PROBLEM DETAILS ▸
Report, from the records below, every line where the word "Gramsci" appears.

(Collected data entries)
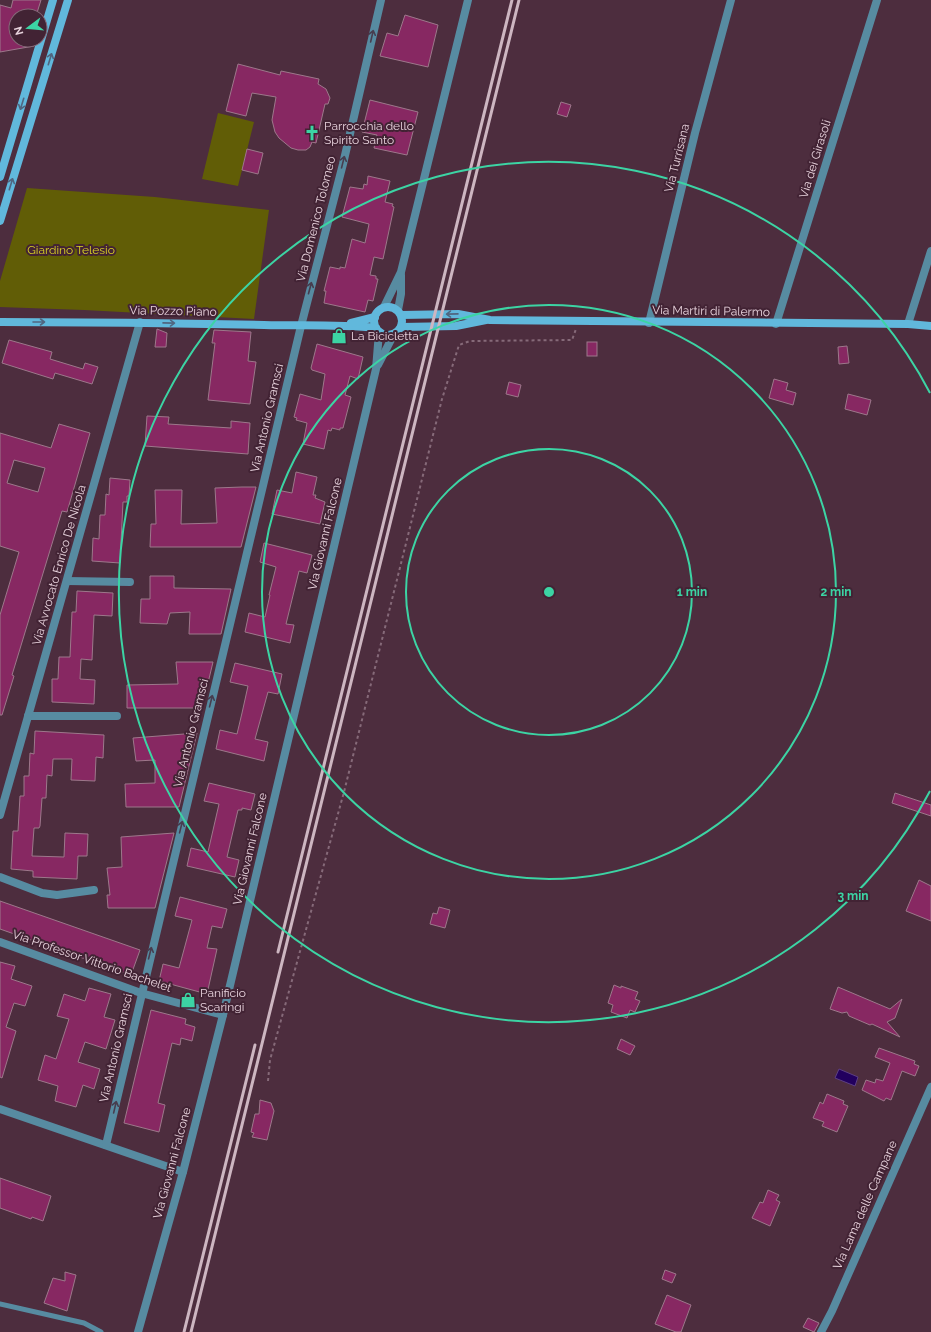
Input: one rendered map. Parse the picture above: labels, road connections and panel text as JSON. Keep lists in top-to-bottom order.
{
  "streets": {
    "street": [
      "Via Turrisana",
      "Via dei Girasoli",
      "Via Domenico Tolomeo",
      "Via Pozzo Piano",
      "Via Martiri di Palermo",
      "Via Antonio Gramsci",
      "Via Giovanni Falcone",
      "Via Avvocato Enrico De Nicola",
      "Via Professor Vittorio Bachelet",
      "Via Lama delle Campane"
    ]
  },
  "crossings": [
    ["Via Turrisana", "Via Martiri di Palermo"],
    ["Via dei Girasoli", "Via Martiri di Palermo"],
    ["Via Domenico Tolomeo", "Via Pozzo Piano"],
    ["Via Domenico Tolomeo", "Via Antonio Gramsci"],
    ["Via Pozzo Piano", "Via Antonio Gramsci"],
    ["Via Pozzo Piano", "Via Giovanni Falcone"],
    ["Via Pozzo Piano", "Via Avvocato Enrico De Nicola"],
    ["Via Antonio Gramsci", "Via Professor Vittorio Bachelet"],
    ["Via Giovanni Falcone", "Via Professor Vittorio Bachelet"]
  ],
  "one_way": ["Via Domenico Tolomeo", "Via Pozzo Piano", "Via Antonio Gramsci"],
  "parks": ["Giardino Telesio"],
  "places": {
    "church": ["Parrocchia dello Spirito Santo"],
    "shop": ["La Bicicletta", "Panificio Scaringi"]
  },
  "north": "left",
  "rings": ["1 min", "2 min", "3 min"]
}
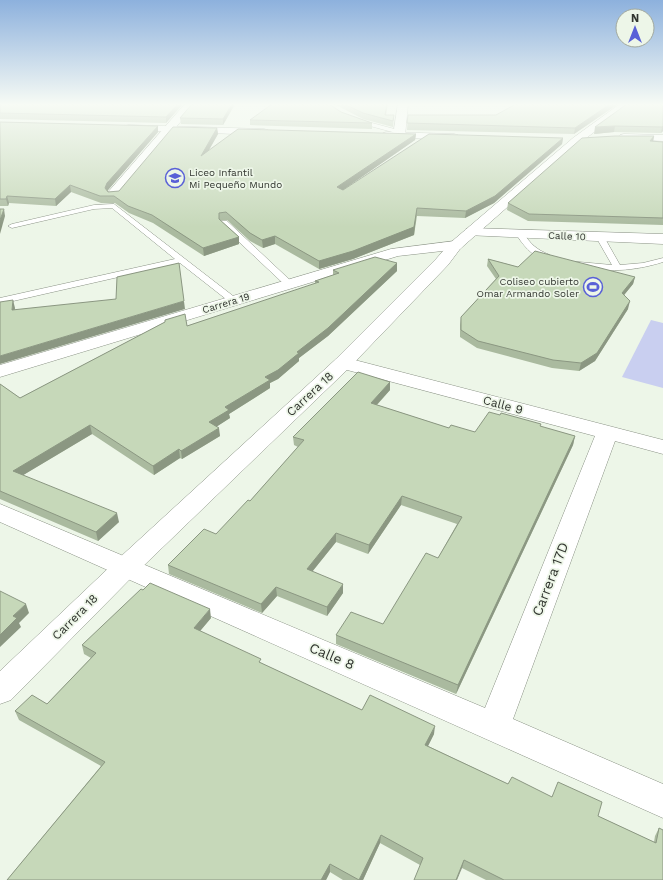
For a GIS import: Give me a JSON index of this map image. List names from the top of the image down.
{
  "streets": {
    "street": [
      "Calle 10",
      "Carrera 19",
      "Carrera 18",
      "Calle 9",
      "Carrera 17D",
      "Calle 8"
    ]
  },
  "crossings": [
    ["Calle 10", "Carrera 19"],
    ["Calle 10", "Carrera 18"],
    ["Carrera 19", "Carrera 18"],
    ["Carrera 18", "Calle 9"],
    ["Carrera 18", "Calle 8"],
    ["Calle 9", "Carrera 17D"],
    ["Carrera 17D", "Calle 8"]
  ],
  "places": {
    "school or university": ["Liceo Infantil Mi Pequeño Mundo"],
    "sports": ["Coliseo cubierto Omar Armando Soler"]
  },
  "north": "top"
}
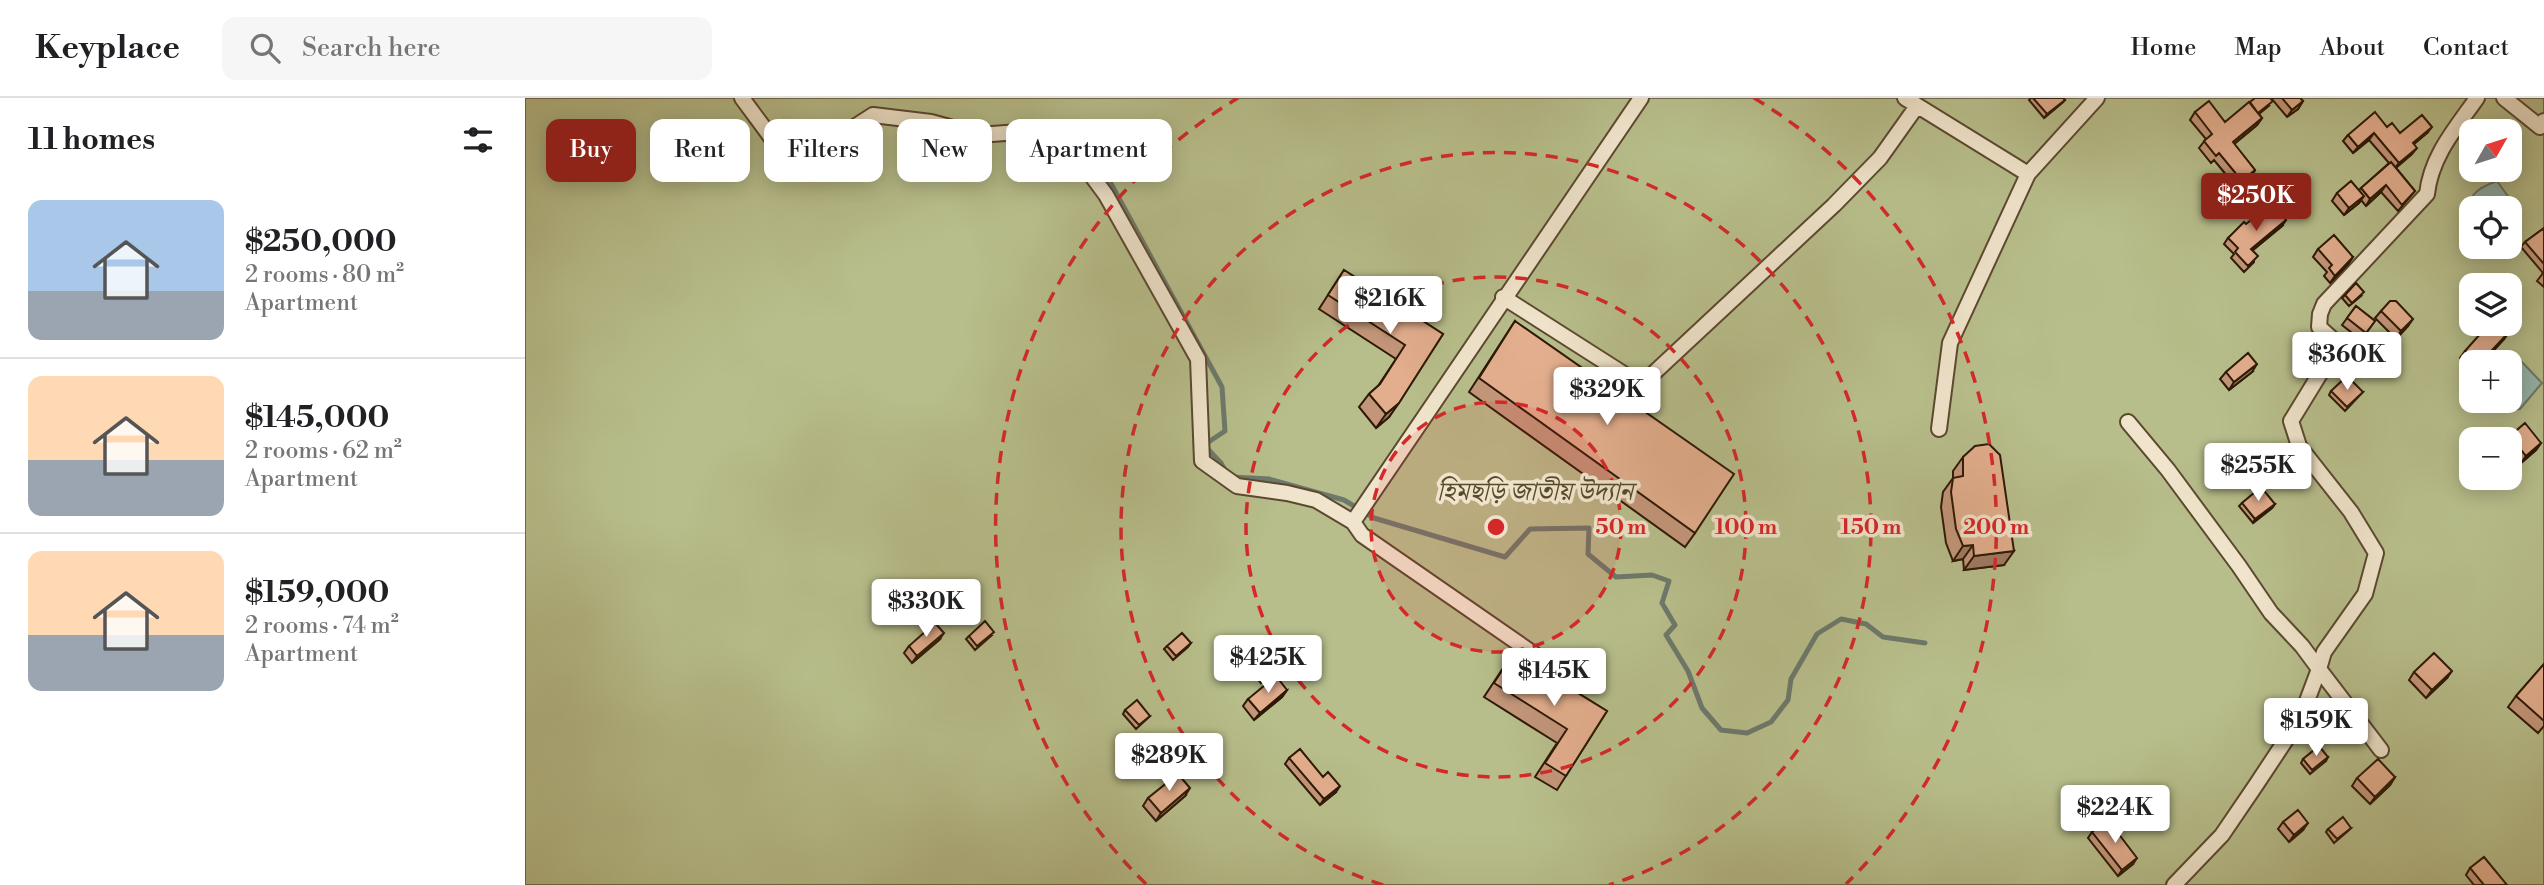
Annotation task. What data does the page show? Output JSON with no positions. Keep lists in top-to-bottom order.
{
  "parks": ["হিমছড়ি জাতীয় উদ্যান"],
  "north": "top right",
  "page": {
    "header": "Keyplace",
    "search": "Search here",
    "nav": [
      "Home",
      "Map",
      "About",
      "Contact"
    ],
    "heading": "11 homes",
    "map_buttons": ["+", "−"],
    "chip": [
      "Buy",
      "Rent",
      "Filters",
      "New",
      "Apartment"
    ],
    "price": [
      "$250K",
      "$216K",
      "$360K",
      "$329K",
      "$255K",
      "$330K",
      "$425K",
      "$145K",
      "$159K",
      "$289K",
      "$224K"
    ],
    "list": [
      {
        "name": "$250,000",
        "note": "2 rooms · 80 m² · Apartment"
      },
      {
        "name": "$145,000",
        "note": "2 rooms · 62 m² · Apartment"
      },
      {
        "name": "$159,000",
        "note": "2 rooms · 74 m² · Apartment"
      }
    ]
  },
  "rings": [
    "50 m",
    "100 m",
    "150 m",
    "200 m"
  ]
}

OUTPUT OF THE EXERCISE ▸
      "Via Antonio Gramsci",
    ["Via Domenico Tolomeo", "Via Antonio Gramsci"],
    ["Via Pozzo Piano", "Via Antonio Gramsci"],
    ["Via Antonio Gramsci", "Via Professor Vittorio Bachelet"],
  "one_way": ["Via Domenico Tolomeo", "Via Pozzo Piano", "Via Antonio Gramsci"],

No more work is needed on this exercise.